THE College and House of Bishops met for three days this week to draft the outcomes of the Living in Love and Faith (LLF) discernment process, which are to be presented to the General Synod in 2023.
These outcomes, or recommendations, regarding same-sex relationships have not yet been made public, however. Once they are formally agreed in a final LLF meeting of the bishops in January, they will be put to the vote when the Synod next meets in London in February.
A press release issued at the conclusion of the meeting on Wednesday said: “Bishops spent time praying, reflecting, and discussing a spectrum of possible ways forward for the Church regarding same-sex relationship and marriage, and the theological basis for each.
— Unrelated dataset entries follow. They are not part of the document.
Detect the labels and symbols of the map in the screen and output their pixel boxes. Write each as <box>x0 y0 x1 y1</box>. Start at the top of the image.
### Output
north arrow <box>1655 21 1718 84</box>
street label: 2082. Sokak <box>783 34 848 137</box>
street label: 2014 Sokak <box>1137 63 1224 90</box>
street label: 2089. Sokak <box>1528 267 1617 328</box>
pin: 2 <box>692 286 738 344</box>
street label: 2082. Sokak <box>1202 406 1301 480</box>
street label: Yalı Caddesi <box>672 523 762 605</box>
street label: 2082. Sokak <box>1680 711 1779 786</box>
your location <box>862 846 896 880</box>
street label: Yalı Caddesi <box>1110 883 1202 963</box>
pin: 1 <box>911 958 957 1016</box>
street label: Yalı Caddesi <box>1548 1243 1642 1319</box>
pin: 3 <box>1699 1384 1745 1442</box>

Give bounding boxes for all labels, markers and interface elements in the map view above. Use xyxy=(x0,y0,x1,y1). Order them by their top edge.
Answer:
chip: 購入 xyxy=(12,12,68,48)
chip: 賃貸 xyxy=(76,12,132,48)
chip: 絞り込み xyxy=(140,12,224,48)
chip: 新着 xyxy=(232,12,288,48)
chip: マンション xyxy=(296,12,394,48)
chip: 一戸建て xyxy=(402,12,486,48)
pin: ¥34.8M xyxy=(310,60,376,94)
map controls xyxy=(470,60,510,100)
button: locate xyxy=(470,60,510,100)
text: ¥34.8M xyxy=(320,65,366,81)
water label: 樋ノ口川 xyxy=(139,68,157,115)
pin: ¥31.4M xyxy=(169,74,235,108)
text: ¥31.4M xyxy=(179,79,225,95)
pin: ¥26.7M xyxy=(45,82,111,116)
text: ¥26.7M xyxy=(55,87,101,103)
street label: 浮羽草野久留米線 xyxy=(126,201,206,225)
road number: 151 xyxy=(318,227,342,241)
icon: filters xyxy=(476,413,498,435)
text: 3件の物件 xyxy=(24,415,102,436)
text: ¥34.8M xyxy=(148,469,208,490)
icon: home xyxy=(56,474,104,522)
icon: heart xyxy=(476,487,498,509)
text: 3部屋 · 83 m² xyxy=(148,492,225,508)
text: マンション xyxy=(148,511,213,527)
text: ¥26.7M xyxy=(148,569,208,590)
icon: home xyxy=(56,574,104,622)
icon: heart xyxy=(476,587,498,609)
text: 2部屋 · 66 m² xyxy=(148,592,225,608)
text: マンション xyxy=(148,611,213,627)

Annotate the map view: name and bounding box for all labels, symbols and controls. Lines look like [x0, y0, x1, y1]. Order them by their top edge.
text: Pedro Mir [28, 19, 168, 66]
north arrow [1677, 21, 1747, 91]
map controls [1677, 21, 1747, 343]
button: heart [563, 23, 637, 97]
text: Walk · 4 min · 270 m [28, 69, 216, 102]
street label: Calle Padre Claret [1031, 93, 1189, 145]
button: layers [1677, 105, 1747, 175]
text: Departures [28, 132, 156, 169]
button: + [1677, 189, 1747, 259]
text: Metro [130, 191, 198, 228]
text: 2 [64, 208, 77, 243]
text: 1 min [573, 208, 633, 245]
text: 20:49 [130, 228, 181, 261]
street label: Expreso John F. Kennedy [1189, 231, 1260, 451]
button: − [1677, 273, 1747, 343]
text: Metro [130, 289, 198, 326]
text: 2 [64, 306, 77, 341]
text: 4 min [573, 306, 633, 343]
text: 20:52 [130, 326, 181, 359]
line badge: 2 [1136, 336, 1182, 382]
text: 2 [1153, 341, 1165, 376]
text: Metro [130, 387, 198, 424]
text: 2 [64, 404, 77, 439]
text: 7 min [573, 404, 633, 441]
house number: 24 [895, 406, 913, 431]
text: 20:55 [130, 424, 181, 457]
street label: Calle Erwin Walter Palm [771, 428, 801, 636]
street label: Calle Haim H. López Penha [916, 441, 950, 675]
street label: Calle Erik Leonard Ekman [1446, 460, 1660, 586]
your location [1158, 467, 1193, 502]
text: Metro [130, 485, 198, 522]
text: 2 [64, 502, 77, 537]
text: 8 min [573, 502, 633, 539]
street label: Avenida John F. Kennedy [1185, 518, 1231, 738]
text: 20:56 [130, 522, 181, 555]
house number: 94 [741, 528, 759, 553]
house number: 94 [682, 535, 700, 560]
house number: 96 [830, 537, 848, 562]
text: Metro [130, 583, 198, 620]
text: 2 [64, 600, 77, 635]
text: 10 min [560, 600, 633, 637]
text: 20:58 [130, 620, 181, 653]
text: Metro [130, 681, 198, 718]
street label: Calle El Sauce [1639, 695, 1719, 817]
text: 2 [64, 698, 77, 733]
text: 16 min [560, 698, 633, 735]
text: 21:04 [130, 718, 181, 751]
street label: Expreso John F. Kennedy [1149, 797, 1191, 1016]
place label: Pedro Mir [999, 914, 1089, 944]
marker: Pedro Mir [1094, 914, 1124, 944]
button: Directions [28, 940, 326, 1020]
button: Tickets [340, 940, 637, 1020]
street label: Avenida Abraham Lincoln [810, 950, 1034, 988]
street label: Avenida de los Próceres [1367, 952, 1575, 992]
They will continue those discussions at a third meeting in mid-January at which it is anticipated that they will agree an ‘offering’ to the Church, giving a clear sense of direction.”
The Synod would then be invited to “indicate its views” on these. This might include a vote on whether the Church should change canon law to permit same-sex blessings or marriages.
The Bishop of London, the Rt Revd Sarah Mullaly, who chairs the LLF next steps group, said at the conclusion of the meeting that differences had been “celebrated”. The bishops “manifested a desire to find a way forward that will be good news to the Church and to wider society.”
The Archbishop of York said that the College “continued to be engaged positively, robustly and frankly” in conversation over the issue. The Archbishop of Canterbury prayed for guidance “about God’s intention for human life in all its glory and joy”.
ST BARNABAS’S, EALINGAnother vigil is held outside St Paul’s, Covent Garden, also on Tuesday night
Earlier this week, in an interview with The Times, Archbishop Welby said that he had no intention of revealing his personal view whether the Church should permit same-sex marriage as long as he was in post. Speaking during his visit to Ukraine, he said: “I am not sure I will be able to say during my time in this job. I can express my own view as far as I know my own mind — and it doesn’t change.
“But the role of Archbishop is to be a focus of unity. That isn’t just convenient or pragmatic. In Christian thinking that is part of God’s call to church leaders. Therefore, I have to be convinced before God that it’s the right moment to do it — and not just politically.”
In an article for Via Media on Tuesday, the Revd Dr Charlie Bell, who is a Fellow at Girton College Cambridge, and Assistant Curate at St John the Divine, Kennington (Interview, 19 August), warned the bishops who were meeting that silence on the issue “in the name of ‘unity’” was not an option. “Refusing to take a position when it comes to the dignity of others is not morally neutral — it comes with a moral cost. Silence in the face of oppression is complicity.”
Speaking to The Daily Telegraph on Saturday, the Bishop of Oxford, Dr Stephen Croft, who recently became the first diocesan bishop to call for an end to the Church’s ban on same-sex marriage (News, 4 November), said that the Church was seen as “unjust” on the issue. “That is the deepest thing of concern when we are meant to be about justice,” he said. “There is a great deal at stake over the next few months. We risk being seen as irrelevant.”